Personal information
- Born: 6 March 1957 (age 69) Leuven, Belgium

Team information
- Discipline: Cyclo-cross; Road;
- Role: Rider

Professional teams
- 1979–1980: Marc Zeep Savon–Superia
- 1981–1982: Vermeer Thijs
- 1982–1987: Guerciotti
- 1988–1989: AD Renting–Mini-Flat–Enerday
- 1990: Flanders–Santin
- 1990–1991: IOC–Tulip Computers
- 1992: Rocket Productions

Major wins
- Cyclo-cross World Championships (1980, 1982, 1983, 1984) National Championships (1980–1989)

Medal record
Representing Belgium
Men's cyclo-cross
World Championships
| Gold medal – first place | 1980 Wetzikon | Elite race |
| Gold medal – first place | 1982 Lanarvily | Elite race |
| Gold medal – first place | 1983 Birmingham | Elite race |
| Gold medal – first place | 1984 Oss | Elite race |
| Silver medal – second place | 1981 Tolosa | Elite race |

= Roland Liboton =

Belgian cyclist

Roland Liboton (born 6 March 1957) is a Belgian former cyclo-cross racer.

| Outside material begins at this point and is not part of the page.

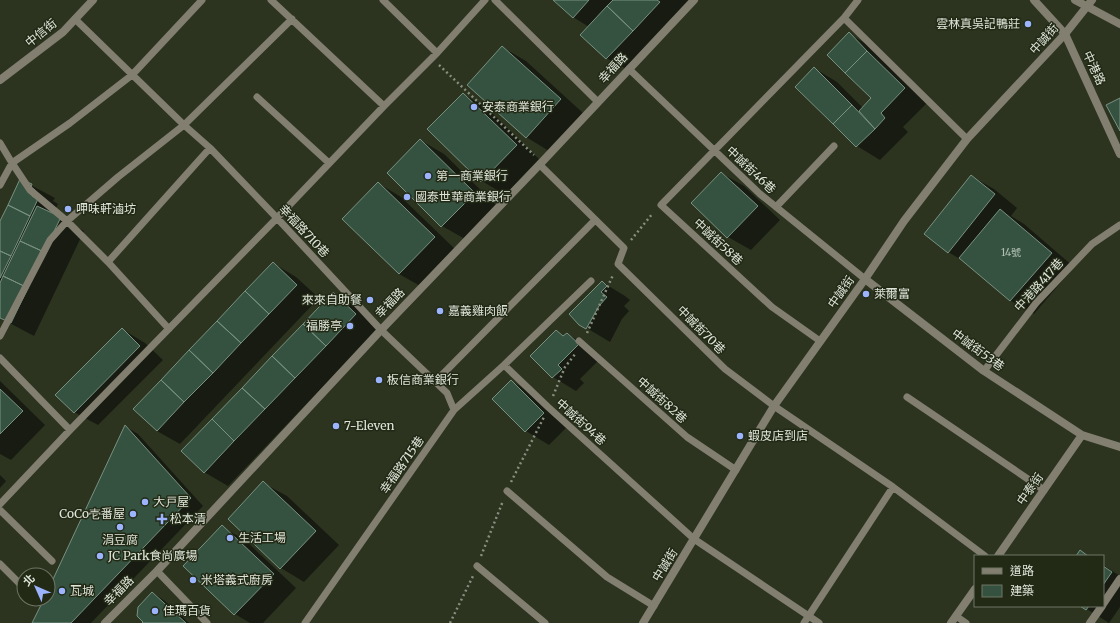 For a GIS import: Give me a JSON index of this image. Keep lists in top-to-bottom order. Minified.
{"streets":{"street":["中信街","中誠街","幸福路","中港路","中誠街53巷","中泰街"],"lane":["中誠街46巷","幸福路710巷","中誠街58巷","中港路417巷","中誠街70巷","中誠街82巷","中誠街94巷","幸福路715巷"]},"crossings":[["中信街","幸福路710巷"],["中誠街","中港路"],["中誠街","中誠街46巷"],["中誠街","中誠街58巷"],["中誠街","中誠街70巷"],["中誠街","中誠街53巷"],["中誠街","中誠街82巷"],["中誠街","中誠街94巷"],["幸福路","中誠街46巷"],["幸福路","幸福路710巷"],["中誠街46巷","中誠街53巷"],["中港路417巷","中誠街53巷"],["中誠街53巷","中泰街"]],"places":{"other":["雲林真吳記鴨莊","安泰商業銀行","第一商業銀行","國泰世華商業銀行","呷味軒滷坊","萊爾富","來來自助餐","嘉義雞肉飯","福勝亭","板信商業銀行","7-Eleven","蝦皮店到店","大戸屋","CoCo壱番屋","涓豆腐","生活工場","JC Park食尚廣場","米塔義式廚房","瓦城","佳瑪百貨"],"health":["松本清"]},"house_numbers":["14號"],"legend":["道路","建築"],"north":"top left"}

Liboton won the UCI Cyclo-cross World Championships in 1980, 1982, 1983, and 1984, was the Belgian national champion for a record of ten successive years from 1980 to 1989. He also won the Superprestige in 1985, 1986 and 1988. In total, Liboton won 65 major cyclo-cross races.

Liboton also occasionally competed in road races, having ridden in the 1981 Tour de France. He retired from professional competition in 1992.

In 2002, Roland Liboton was introduced in the UCI Cycling Hall of Fame

Liboton became an honorary citizen of Aarschot, Belgium in 2023.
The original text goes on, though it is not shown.